By Andrew Bushe
DUBLIN – Up to 15 Irish-owned technology and health-care companies are planning to go public and float their shares on stock exchanges in the next two years, according to a top banker.
In recent years, though the stock market and the economy have been performing strongly, there have been few flotations, but Richard Keatinge, managing director of the Investment Bank of Ireland, said this trend was now beginning to reverse.
“The Irish market has been starved of quality new issues,” he
said. “But we expect that within the next two years there will be a further 10 to 15 flotations of Irish-owned companies, primarily led by technology companies, who will list in Dublin as part of a dual listing with the NASDAQ.”
He told a Dublin conference that returns on the Irish stock market to date this year are 30 percent and the rating in most markets are now higher than at any time in post-war history.
Sign up to The Irish Echo Newsletter
The total return on the Irish exchange last year was 53 percent.
The price/earnings multiple for the U.S. NASDAQ is currently 61 times and the four-year average return to 1997 was 23 percent with a 19 percent return for this year to date.

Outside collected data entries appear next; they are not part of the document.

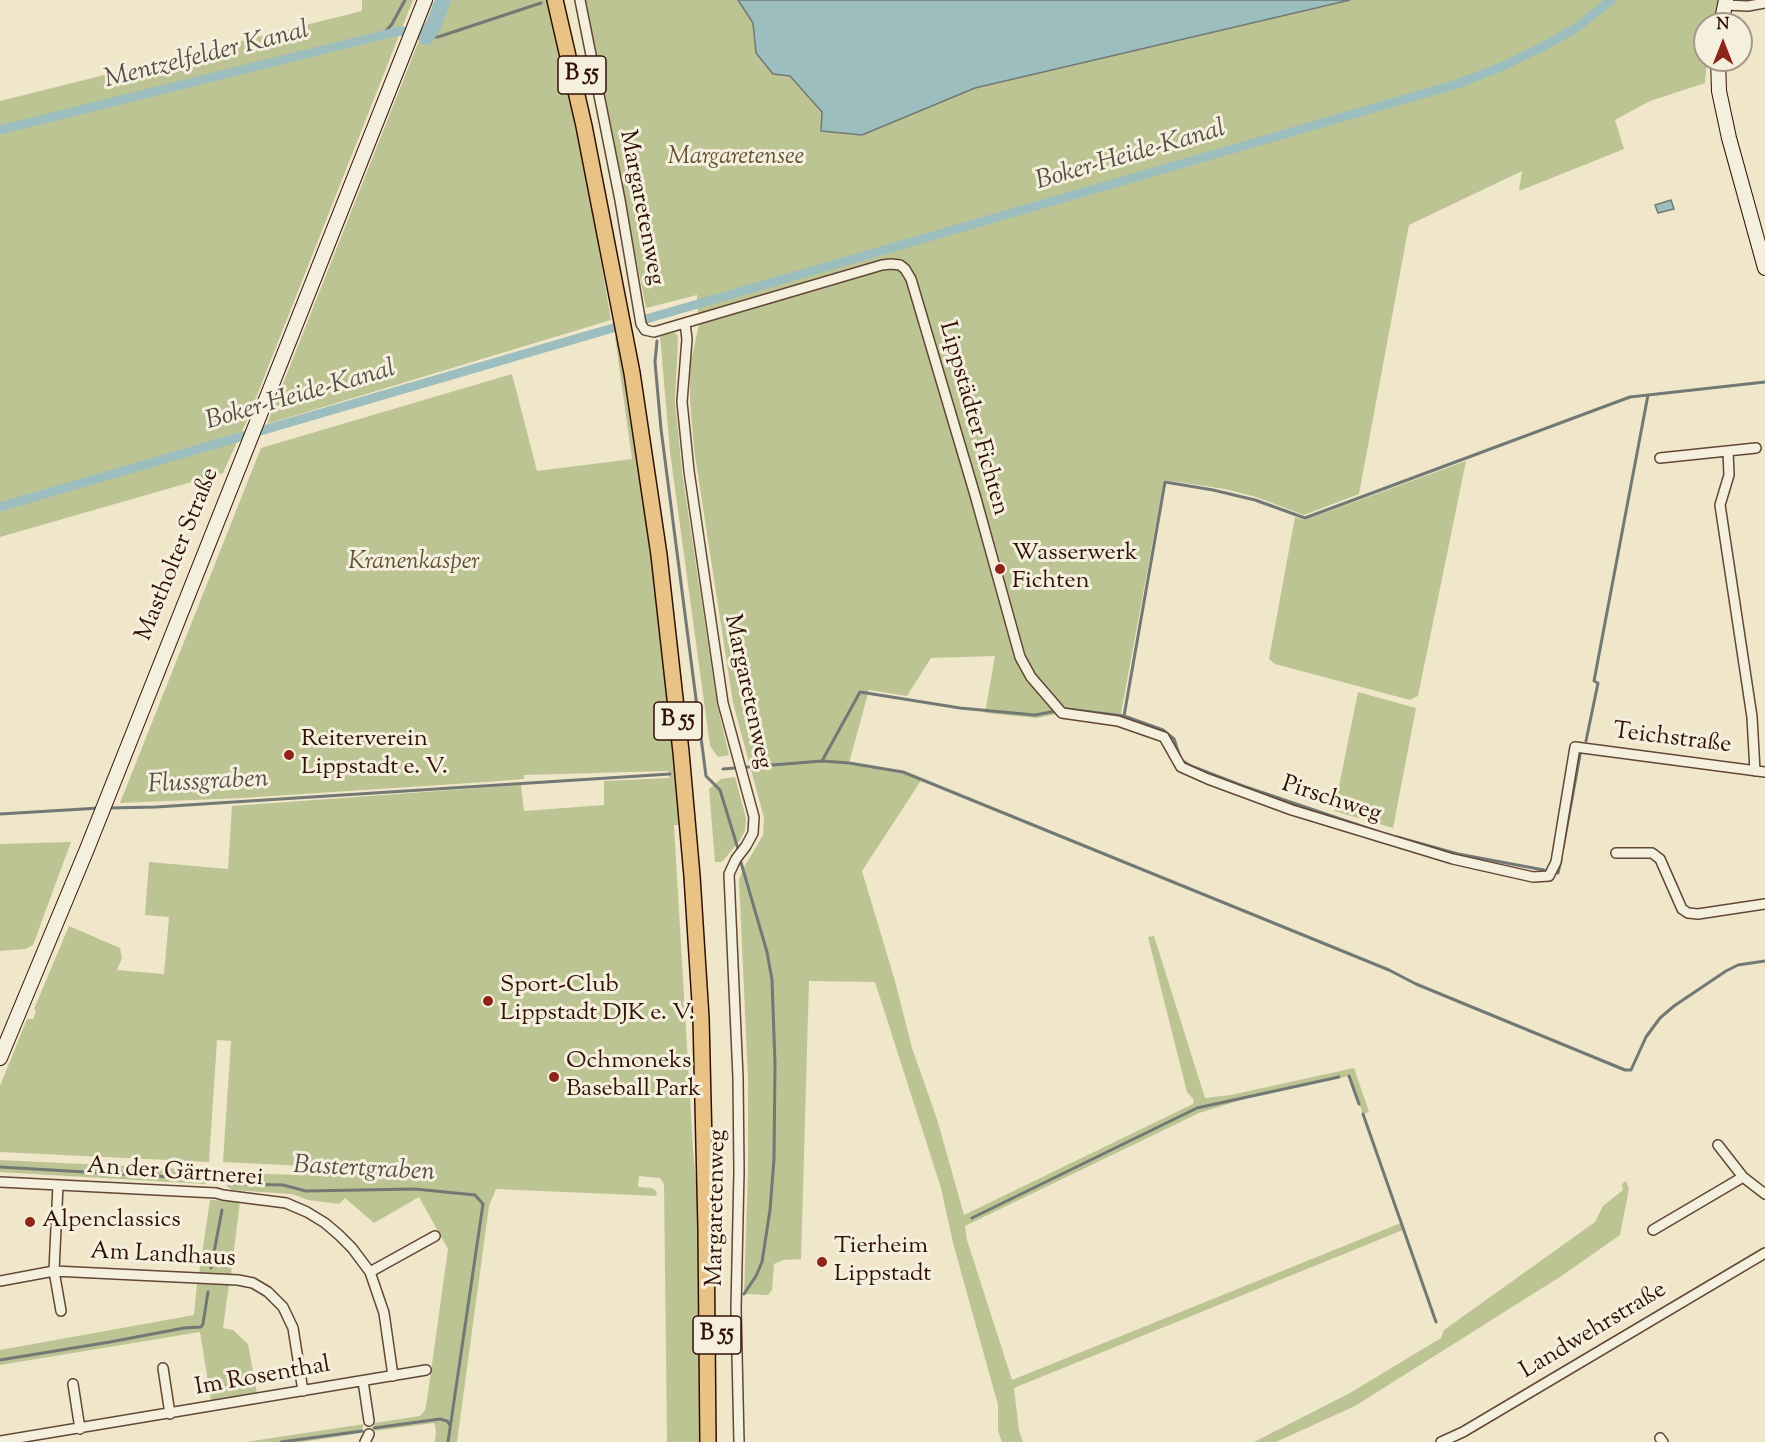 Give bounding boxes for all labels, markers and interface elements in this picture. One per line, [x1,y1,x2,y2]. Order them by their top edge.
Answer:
north arrow [1693,12,1753,72]
text: N [1717,14,1729,37]
water label: Mentzelfelder Kanal [101,16,313,98]
road number: B 55 [558,56,606,94]
water label: Boker-Heide-Kanal [1033,115,1229,199]
street label: Margaretenweg [611,128,669,288]
park label: Margaretensee [668,145,804,173]
street label: Lippstädter Fichten [931,319,1013,519]
water label: Boker-Heide-Kanal [203,355,399,439]
street label: Mastholter Straße [131,464,227,646]
place label: Wasserwerk Fichten [1012,541,1138,597]
park label: Kranenkasper [348,550,480,578]
marker: Wasserwerk Fichten [993,562,1007,576]
street label: Margaretenweg [716,612,776,772]
road number: B 55 [654,702,702,740]
street label: Teichstraße [1611,718,1733,762]
place label: Reiterverein Lippstadt e. V. [301,727,448,783]
marker: Reiterverein Lippstadt e. V. [282,748,296,762]
water label: Flussgraben [147,765,269,803]
street label: Pirschweg [1278,771,1384,831]
place label: Sport-Club Lippstadt DJK e. V. [500,973,694,1029]
marker: Sport-Club Lippstadt DJK e. V. [481,994,495,1008]
place label: Ochmoneks Baseball Park [566,1049,701,1105]
marker: Ochmoneks Baseball Park [547,1070,561,1084]
street label: Margaretenweg [702,1129,734,1287]
water label: Bastertgraben [292,1152,436,1190]
street label: An der Gärtnerei [86,1153,264,1195]
place label: Alpenclassics [42,1208,181,1236]
marker: Alpenclassics [23,1215,37,1229]
place label: Tierheim Lippstadt [834,1234,931,1290]
street label: Am Landhaus [90,1239,236,1275]
marker: Tierheim Lippstadt [815,1255,829,1269]
street label: Landwehrstraße [1516,1277,1672,1387]
road number: B 55 [693,1316,741,1354]
street label: Im Rosenthal [193,1352,333,1404]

The P/E multiple for Ireland is at a record 18.5 times, which is line with the UK.
IBI associate director Ted Webb said many company owners had avoided going public in the past because of the loss of control and loss of privacy.
“This attitude is not as evident in the technology sector, where
the growth and financing needs of the business override such concerns,” Webb said. “Going public provides and improved financial base, greater marketability and corporate image, and improved value for the company.
“Access to capital helps sustain organic growth and also provides funding for acquisitions. In addition it provides to the owners of a business a means of liquidating their personal investment.”